Es gibt aber noch eine weitere, bis heute wirkmächtige Verbindung: es waren Auswanderer aus dem Heiligen Römischen Reich, die in der Neuen Welt den modernen Rye Whisky begründeten. Die Oberholtzers (Overholt), Böhms (Beam) oder Bombergers knüpften dabei an die heimatliche Tradition des Roggenbrennens an, als sie Rye Whisky herstellten. Er erwuchs damit aus demselben fruchtbaren Boden wie auch Nordhäuser Korn.
Dass die Traditionsbrennerei Nordhausen bzw. ihr Vorläufer dann vor Untergang der DDR tatsächlich Whisky produzierte, ist dagegen eher als Fußnote einzustufen. Schon bedeutender ist, dass Nordhausen seit geraumer Zeit Destillat an deutsche Whiskybrennereien liefert. Dies jedoch ist aus nachvollziehbaren Gründen weniger bekannt.
Nordhäuser Whisky hat also eine veritable Traditionslinie und es ist schön, dass diese wieder aufgenommen wurde.
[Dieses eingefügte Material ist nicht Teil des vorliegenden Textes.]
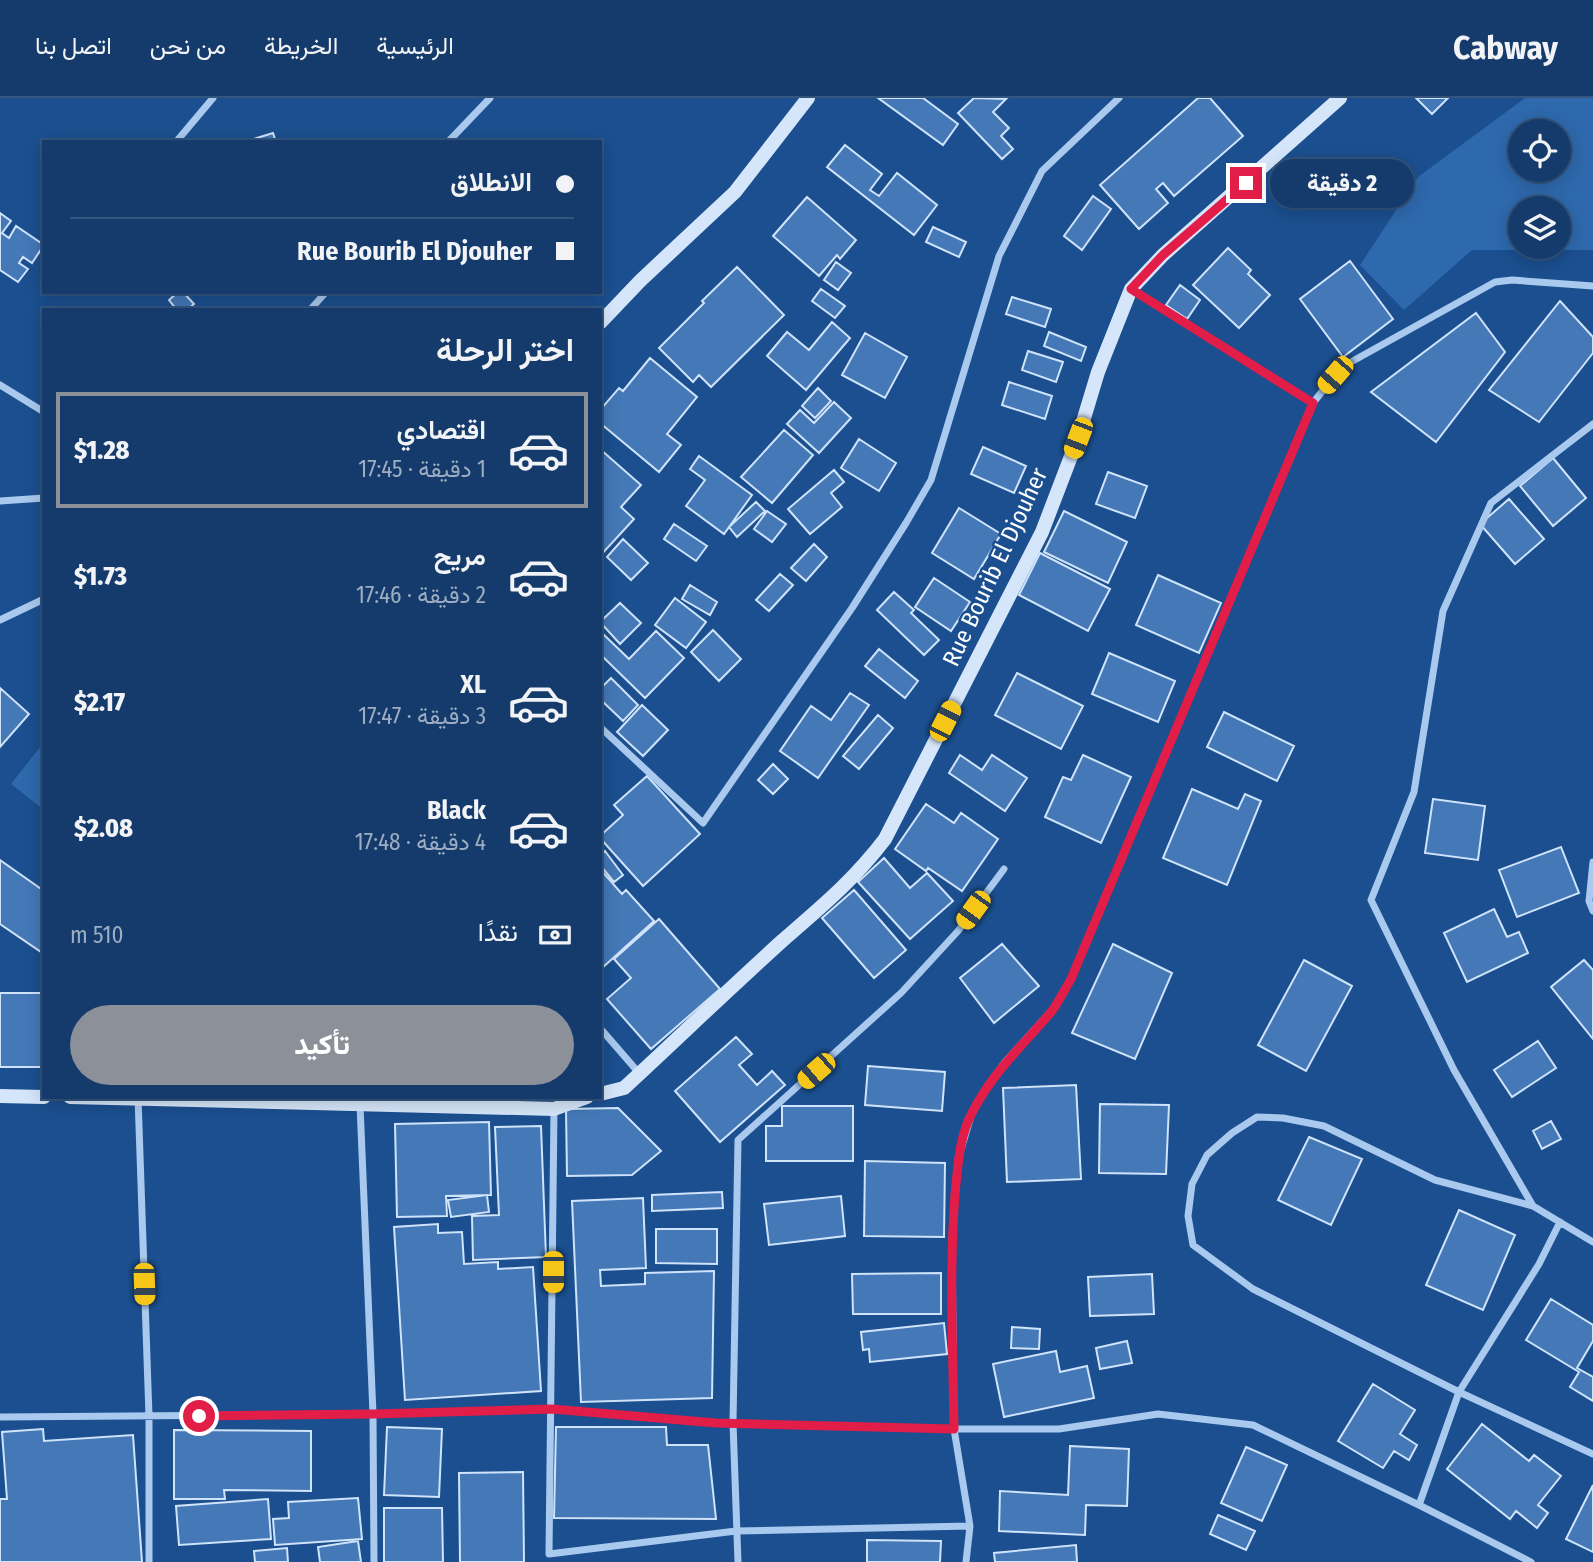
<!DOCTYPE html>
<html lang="ar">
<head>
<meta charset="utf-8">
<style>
  body { margin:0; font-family:"Fira Sans Condensed",Vazirmatn,sans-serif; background:#1d4271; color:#f1f3f6; direction:rtl; height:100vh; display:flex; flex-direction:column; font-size:26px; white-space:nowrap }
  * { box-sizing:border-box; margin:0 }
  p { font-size:23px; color:#9dadc1 }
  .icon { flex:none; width:38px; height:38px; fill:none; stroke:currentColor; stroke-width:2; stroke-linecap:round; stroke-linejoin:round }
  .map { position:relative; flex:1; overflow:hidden; direction:ltr }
  .details { position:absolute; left:42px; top:210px; width:560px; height:791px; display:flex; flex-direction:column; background:#143b6b; border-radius:0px; box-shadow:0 4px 18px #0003,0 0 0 2px #33557e; direction:rtl }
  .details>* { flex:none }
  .top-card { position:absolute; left:42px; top:42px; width:560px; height:154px; border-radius:0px; box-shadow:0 4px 18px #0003,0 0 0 2px #33557e; direction:rtl; display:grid; align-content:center; height:154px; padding:0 28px; background:#143b6b }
  .controls { position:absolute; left:1508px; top:21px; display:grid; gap:14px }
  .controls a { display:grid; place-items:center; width:63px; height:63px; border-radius:50%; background:#143b6b; box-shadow:0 4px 18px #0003,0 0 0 2px #33557e; font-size:35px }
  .end { position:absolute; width:32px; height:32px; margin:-16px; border:9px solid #e11d48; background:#fff; box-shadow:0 0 0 4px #fff }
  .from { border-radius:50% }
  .bubble { position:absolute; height:49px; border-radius:24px; background:#143b6b; box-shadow:0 4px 18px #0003,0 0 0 2px #33557e; font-size:23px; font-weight:800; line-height:49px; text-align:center; direction:rtl }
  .car { position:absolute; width:21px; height:42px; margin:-21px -10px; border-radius:9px; box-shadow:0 0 5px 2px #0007; background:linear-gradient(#f5c518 24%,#345 0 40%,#f5c518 0 76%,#345 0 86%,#f5c518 0) }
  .top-card b { display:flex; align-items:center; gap:24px; height:66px; font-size:26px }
  .top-card b+b { border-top:2px solid #33557e }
  .top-card i { width:18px; height:18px; background:#f1f3f6 }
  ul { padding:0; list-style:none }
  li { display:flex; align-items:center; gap:21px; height:116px; margin:0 14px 10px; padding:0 14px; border:4px solid transparent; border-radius:0px }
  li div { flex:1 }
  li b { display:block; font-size:26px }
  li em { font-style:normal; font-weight:800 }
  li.selected { border-color:#8c9099 }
  li>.icon { width:63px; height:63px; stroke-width:1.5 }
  h2 { padding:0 28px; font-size:32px; line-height:84px }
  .pay { display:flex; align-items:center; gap:18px; height:77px; padding:0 28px; font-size:26px }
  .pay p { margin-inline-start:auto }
  .button { display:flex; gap:14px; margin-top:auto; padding:14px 28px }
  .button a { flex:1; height:80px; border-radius:42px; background:#8c9099; color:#fff; font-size:28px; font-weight:800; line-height:80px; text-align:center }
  header { display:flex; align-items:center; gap:42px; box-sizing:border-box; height:98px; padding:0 35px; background:#143b6b; border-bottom:2px solid #33557e }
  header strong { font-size:33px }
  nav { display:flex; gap:38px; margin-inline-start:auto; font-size:24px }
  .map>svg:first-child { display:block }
</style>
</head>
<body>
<header>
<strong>Cabway</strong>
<nav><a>الرئيسية</a><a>الخريطة</a><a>من نحن</a><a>اتصل بنا</a></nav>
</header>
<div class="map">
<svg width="1593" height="1464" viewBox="0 0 1593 1464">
  <rect width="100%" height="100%" fill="#1b4f8f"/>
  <!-- green -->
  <path fill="#2e69ad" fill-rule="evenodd" d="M1525 0H1593V152H1472L1404 212 1360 167 1418 79ZM1521 33H1559V72H1521ZM1521 110H1559V149H1521Z
    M44 644V712L11 686Z"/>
  <!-- building -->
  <path fill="#4478b7" stroke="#cfe3fa" stroke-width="2" d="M878 0H923L958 26 943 47Z
    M974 0 1006 1 993 14 1009 30 1001 38 1013 51 1002 61 958 15Z
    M1198 0H1210L1243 38 1174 98 1163 85 1156 91 1168 105 1139 131 1100 87Z
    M1416 0H1448L1432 16Z
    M273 35 276 44H244Z
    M845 47 882 76 870 92 879 98 897 75 937 107 914 137 827 69Z
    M1093 98 1111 111 1082 152 1064 138Z
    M807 99 856 142 840 161 837 157 819 178 773 138Z
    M0 115 11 123 2 135 9 140 16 128 44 147 32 165 23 159 19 165 28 171 18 184 0 172Z
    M933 129 966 144 959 159 926 144Z
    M1228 150 1251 172 1248 176 1270 197 1239 230 1193 187Z
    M1350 163 1393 221 1343 259 1300 201Z
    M836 164 851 175 838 192 824 182Z
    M737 169 784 217 711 289 699 277 693 284 659 250 704 205 702 203Z
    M1180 187 1200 202 1187 221 1166 207Z
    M821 191 845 208 835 220 812 203Z
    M178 194H183L194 206 187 212H177L169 202Z
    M1012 199 1051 211 1045 229 1006 216Z
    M1560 203 1593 239V255L1539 324 1489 292Z
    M1476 215 1505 254 1436 344 1371 294Z
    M832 224 850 240 806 292 767 258 787 234 809 252Z
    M1049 234 1086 249 1081 263 1044 248Z
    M865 235 907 259 885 300 842 277Z
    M1028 253 1063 264 1056 284 1022 272Z
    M650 260 697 299 667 336 681 347 659 374 600 325V312L619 290 623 293Z
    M1009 284 1052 298 1045 321 1002 307Z
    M818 290 831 303 815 320 802 308Z
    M834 304 851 320 819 355 787 326 800 312 814 325Z
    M784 332 813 357 772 405 741 379Z
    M859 341 896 365 879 393 841 370Z
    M983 349 1026 368 1014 395 971 376Z
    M600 351 641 387 621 409 634 421 600 458Z
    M699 358 752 397 724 436 686 408 705 382 690 371Z
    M1553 360 1586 400 1553 428 1520 388Z
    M834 372 844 384 831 395 842 409 810 436 788 411Z
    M1108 374 1147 388 1135 420 1096 406Z
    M1509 401 1544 441 1515 466 1480 426Z
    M756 404 765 413 737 439 729 429Z
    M959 410 1001 436 974 481 932 455Z
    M767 413 786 426 772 444 754 431Z
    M1064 413 1127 444 1108 485 1044 454Z
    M674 426 707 448 696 463 664 441Z
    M623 441 648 465 631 482 607 459Z
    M814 446 827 459 806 483 791 470Z
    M1040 455 1110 491 1088 533 1019 497Z
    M780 476 793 487 769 513 756 502Z
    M1158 477 1221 505 1199 555 1136 527Z
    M934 480 970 504 951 533 915 509Z
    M690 487 717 504 710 517 682 501Z
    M894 494 914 512 911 515 939 542 924 557 877 512Z
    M675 500 706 524 686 550 655 527Z
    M620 505 641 525 620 546 600 524Z
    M713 532 741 561 719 583 691 554Z
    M600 533 629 561 656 533 684 560 645 600 600 556Z
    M879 551 918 583 905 600 865 568Z
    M1109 555 1175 583 1158 624 1092 596Z
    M1017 575 1083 608 1061 651 995 617Z
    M611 580 638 607 623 623 600 601V591Z
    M0 590 29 616 0 649Z
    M850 595 869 607 818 680 780 653 811 608 831 622Z
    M642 607 668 632 643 658 617 634Z
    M1224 614 1294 648 1277 683 1207 649Z
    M878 617 893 630 859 671 843 658Z
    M960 657 982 672 992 657 1027 680 1005 713 949 675Z
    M1083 657 1131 679 1101 745 1045 719 1063 679 1071 682Z
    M773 666 788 681 773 696 758 682Z
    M647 678 700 736 643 788 600 740V738L623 717 614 707Z
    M1192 691 1238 711 1245 696 1261 703 1227 787 1163 760Z
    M1433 701 1485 708 1478 762 1425 755Z
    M926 706 954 725 961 715 998 741 962 793 928 770 926 773 895 751Z
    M1561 749 1579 795 1517 819 1499 772Z
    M605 753 623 777 614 784 600 767V757Z
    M884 760 910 790 927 775 953 803 910 841 858 784Z
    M0 762 44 793V856L0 826Z
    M600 771 622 796 626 792 654 823 601 871Z
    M854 792 906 852 874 880 822 820Z
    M1494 811 1507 839 1519 834 1528 855 1467 884 1444 835Z
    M659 821 720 891 651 951 607 901 631 880 614 861Z
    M1002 846 1039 888 994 925 960 880Z
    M1113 846 1172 875 1135 961 1072 935Z
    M1304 862 1352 888 1306 973 1258 947Z
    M1584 862 1593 872V941L1551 889Z
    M0 895H44V969H0Z
    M736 939 752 956 739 967 757 987 772 973 785 987 720 1044 675 993Z
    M1538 943 1556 970 1512 999 1494 972Z
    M868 968 945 974 942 1013 865 1007Z
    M1076 987 1081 1081 1007 1084 1003 990Z
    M1100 1006 1169 1007 1166 1076 1099 1075Z
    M782 1008H853V1063H766V1028H782Z
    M618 1010 661 1053 632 1077 567 1078 566 1011Z
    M1551 1023 1561 1041 1542 1051 1533 1033Z
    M489 1024 491 1097 446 1098 447 1118 397 1119 395 1026Z
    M541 1028 546 1159 473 1162 472 1118 499 1117 495 1029Z
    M1309 1039 1362 1061 1331 1127 1278 1102Z
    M865 1063 945 1065 944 1139 864 1138Z
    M722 1094 723 1110 652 1113V1097Z
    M487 1097 489 1114 451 1119 448 1102Z
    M841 1098 845 1138 769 1147 764 1106Z
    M643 1100 646 1170 600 1172 601 1188 645 1186V1175L714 1173 712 1300 581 1304 572 1103Z
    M1459 1112 1515 1137 1483 1212 1426 1187Z
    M438 1126V1135L462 1134 464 1166 498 1164V1171L533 1169 541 1293 405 1302 394 1129Z
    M656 1131H717V1166L656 1165Z
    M941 1175V1216H853L852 1176Z
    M1152 1176 1154 1216 1090 1218 1088 1179Z
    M1551 1201 1593 1227V1243L1577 1270 1593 1279V1303L1570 1289 1579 1274 1526 1242Z
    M944 1225 947 1256 870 1264 869 1251 863 1252 861 1234Z
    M1012 1229 1040 1231 1039 1251 1011 1250Z
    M1127 1243 1132 1265 1100 1271 1096 1250Z
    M1056 1253 1060 1274 1087 1268 1094 1300 1004 1319 993 1266Z
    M1373 1286 1415 1312 1400 1336 1417 1347 1409 1362 1394 1353 1383 1370 1338 1343Z
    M1482 1326 1529 1363 1534 1357 1561 1378 1538 1407 1548 1415 1537 1430 1516 1413 1510 1421 1447 1371Z
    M387 1329 442 1331 439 1399 384 1397Z
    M556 1329H666L667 1347H708L716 1421 554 1420Z
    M43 1331 44 1343 133 1337 142 1464H0V1401H7L2 1334Z
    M174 1332 311 1333V1393L224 1392 225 1401H174Z
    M1070 1348 1129 1351 1127 1408 1086 1407 1085 1437 999 1433 1000 1393 1068 1397Z
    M1246 1349 1287 1367 1262 1423 1221 1405Z
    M523 1374 524 1464H460L459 1375Z
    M1593 1387V1454L1566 1441Z
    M358 1400 362 1441 275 1447 273 1421 289 1420 288 1404Z
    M268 1401 271 1441 179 1447 176 1408Z
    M384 1410H442L443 1464H384Z
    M1218 1417 1255 1433 1246 1452 1210 1436Z
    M867 1442 941 1443 940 1464H867Z
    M358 1443 361 1464H320L318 1449Z
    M1076 1447 1077 1464H995L994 1455Z
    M287 1450 288 1464H255L254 1453Z"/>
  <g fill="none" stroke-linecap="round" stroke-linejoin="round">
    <!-- minor -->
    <path stroke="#a9c9ee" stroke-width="7" d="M176 44 213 0
      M448 44 490 0
      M1131 191 1313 305
      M310 212 326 194
      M0 287 44 314
      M1593 326 1491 405 1443 513 1414 694 1371 802 1454 972 1533 1108 1593 1144
      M0 403 44 400
      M0 522 44 501
      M600 629 703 725 852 510 906 425 931 382 999 158 1042 73 1119 0
      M1593 764 1589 803 1593 813
      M600 930 639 975
      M138 999 149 1318V1464
      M360 1007 373 1316 374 1464
      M554 1011 549 1456 736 1433 970 1428
      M1533 1108 1435 1082 1324 1028 1283 1020 1257 1019 1232 1035 1207 1057 1192 1086 1188 1118 1193 1147 1253 1191 1459 1294 1593 1356
      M0 1319 374 1316 552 1311 716 1325 954 1331H1059L1158 1316 1253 1327 1419 1407 1531 1464
      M1419 1407 1459 1294 1539 1166 1560 1124
      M738 1464 733 1325 738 1042 901 895 958 833 1004 771
      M966 1464 970 1428 954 1331 952 1140 958 1061 972 1015 988 987 1005 964 1053 911 1071 881 1313 305 1335 277 1351 264 1495 184 1512 182 1593 188"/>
    <!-- secondary -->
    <path stroke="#d6e6fa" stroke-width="14" d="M600 225 640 183 735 94 808 0
      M600 996 624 990C677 941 729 891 782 843 821 809 853 783 885 741L1042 434 1078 340 1098 274 1131 191 1163 157 1340 0
      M0 998 44 999
      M70 999 554 1011 587 999"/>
  </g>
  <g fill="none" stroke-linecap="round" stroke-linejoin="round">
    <!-- route -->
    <path stroke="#e11d48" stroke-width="9" d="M199 1318 373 1316 552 1311 716 1325 954 1331C953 1253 949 1174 955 1096 958 1068 959 1038 973 1013 993 974 1024 946 1052 913 1059 903 1065 891 1071 881L1313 305 1131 191 1163 157 1246 85"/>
  </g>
  <g text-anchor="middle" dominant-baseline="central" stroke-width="5" stroke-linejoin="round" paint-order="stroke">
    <!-- street labels -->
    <g font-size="24" fill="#fff" stroke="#1b4f8f">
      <text transform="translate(995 469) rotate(-65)">Rue Bourib El Djouher</text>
    </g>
  </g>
</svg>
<div class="controls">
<a><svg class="icon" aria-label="locate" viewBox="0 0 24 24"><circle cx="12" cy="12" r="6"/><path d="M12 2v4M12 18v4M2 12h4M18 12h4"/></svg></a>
<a><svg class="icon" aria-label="layers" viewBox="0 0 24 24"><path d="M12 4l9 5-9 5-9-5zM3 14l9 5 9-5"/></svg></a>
</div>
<i class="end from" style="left:199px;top:1318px"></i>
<i class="end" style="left:1246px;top:85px"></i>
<div class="bubble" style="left:1270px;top:61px;width:144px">2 دقيقة</div>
<i class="car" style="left:1335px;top:277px;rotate:221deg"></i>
<i class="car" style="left:1078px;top:340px;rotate:201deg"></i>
<i class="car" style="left:945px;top:623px;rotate:27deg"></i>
<i class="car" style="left:973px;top:812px;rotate:216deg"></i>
<i class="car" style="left:816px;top:973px;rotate:229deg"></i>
<i class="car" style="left:553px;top:1174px;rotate:180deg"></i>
<i class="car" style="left:144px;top:1186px;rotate:178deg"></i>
<div class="top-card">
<b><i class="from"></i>الانطلاق</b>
<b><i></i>Rue Bourib El Djouher</b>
</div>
<section class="details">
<h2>اختر الرحلة</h2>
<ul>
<li class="selected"><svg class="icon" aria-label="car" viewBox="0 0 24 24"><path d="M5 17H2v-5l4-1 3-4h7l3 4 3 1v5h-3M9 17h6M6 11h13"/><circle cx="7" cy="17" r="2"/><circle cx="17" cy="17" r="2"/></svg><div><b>اقتصادي</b><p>1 دقيقة · 17:45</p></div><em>$1.28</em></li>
<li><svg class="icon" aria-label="car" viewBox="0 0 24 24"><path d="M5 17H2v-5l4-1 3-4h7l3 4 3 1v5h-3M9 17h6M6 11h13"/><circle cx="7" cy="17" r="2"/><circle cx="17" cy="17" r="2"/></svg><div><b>مريح</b><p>2 دقيقة · 17:46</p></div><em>$1.73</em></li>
<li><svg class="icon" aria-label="car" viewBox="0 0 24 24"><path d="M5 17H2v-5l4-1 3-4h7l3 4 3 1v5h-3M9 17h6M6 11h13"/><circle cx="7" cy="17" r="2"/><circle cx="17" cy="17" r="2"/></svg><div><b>XL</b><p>3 دقيقة · 17:47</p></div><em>$2.17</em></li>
<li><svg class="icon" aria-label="car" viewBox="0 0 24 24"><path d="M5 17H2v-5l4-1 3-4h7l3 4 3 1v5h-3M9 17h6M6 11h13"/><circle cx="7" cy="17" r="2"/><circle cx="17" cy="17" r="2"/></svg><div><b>Black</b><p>4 دقيقة · 17:48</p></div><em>$2.08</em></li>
</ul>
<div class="pay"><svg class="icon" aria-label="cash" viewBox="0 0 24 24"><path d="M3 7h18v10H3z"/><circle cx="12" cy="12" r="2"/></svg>نقدًا<p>510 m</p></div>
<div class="button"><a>تأكيد</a></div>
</section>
</div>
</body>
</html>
Nordhäuser Luxus, Nordhäuser Not. Die Eckdaten
Die Traditionsbrennerei kann sich einen Luxus leisten, von dem andere deutsche Brennereien träumen. Das Unternehmen ist groß und stabil genug, den Whisky zehn Jahre reifen lassen zu können. Es bestand keine Dringlichkeit, einen jüngeren Whisky früher auf den Markt zu bringen. Dabei kann Rye schon in jüngeren Jahren überzeugen und allzu lange Reifungen erdrücken das selbst das kräftige Roggendestillat. Mit zehn Jahren findet Nordhäuser hier einerseits eine gute Balance, setzt andererseits aber ein Ausrufezeichen.
Die Fässer sind aus deutscher Eiche ohne Vorbelegung und wurden auf Medium getoastet. Es sind also weder die klassisch gebrauchten Hölzer wie bei den Schotten noch die in den USA üblichen stark ausgebrannten Fässer. Dadurch erfolgt die Reifung etwas langsamer, die Aromatik wird aber komplexer und stärker vom würzig-herben Holz bestimmt. Insofern ergeben die zehn Jahre im Fass Sinn.
Das Destillat selbst weicht vom Nordhäuser Standard ab. Wo die Mischung der Maische des Korns traditionell bei 2/3 Roggen und 1/3 Gerstenmalz liegt, dominieren nun 90% Roggen den Whisky. Damit gleicht man sich dem Monongahela-Stil an, für den der Rye der deutschen Emigranten in Pennsylvania berühmt war. Wichtiger noch, die Traditionsbrennerei erlaubt dem markanten Getreide größere Entfaltung. Angesichts der relativ langen Reifezeit, die dessen Ecken und Kanten bisweilen abschleift, ist auch das eine gute Entscheidung. Außerdem könnten die Würze des Destillats und die Würze, die die deutsche Eiche bringt, durchaus gut zusammenspielen.
Nordhäuser Not hingegen mag es bei der Wahl der Alkoholstärke gegeben haben. Die Traditionsbrennerei genießt einen hohen Bekanntheitsgrad und wird von einer breit aufgestellten Kundschaft geschätzt. Außerdem wird Korn meist mit weniger ABV genossen. An Fassstärke war daher wohl nicht zu denken, obwohl genau die für uns Whiskyfans perfekte wäre. Der gewählte Kompromiss mit 46% ABV weiß aber auch zu gefallen. Er liegt deutlich über dem Minimum und verschreckt niemanden zu sehr.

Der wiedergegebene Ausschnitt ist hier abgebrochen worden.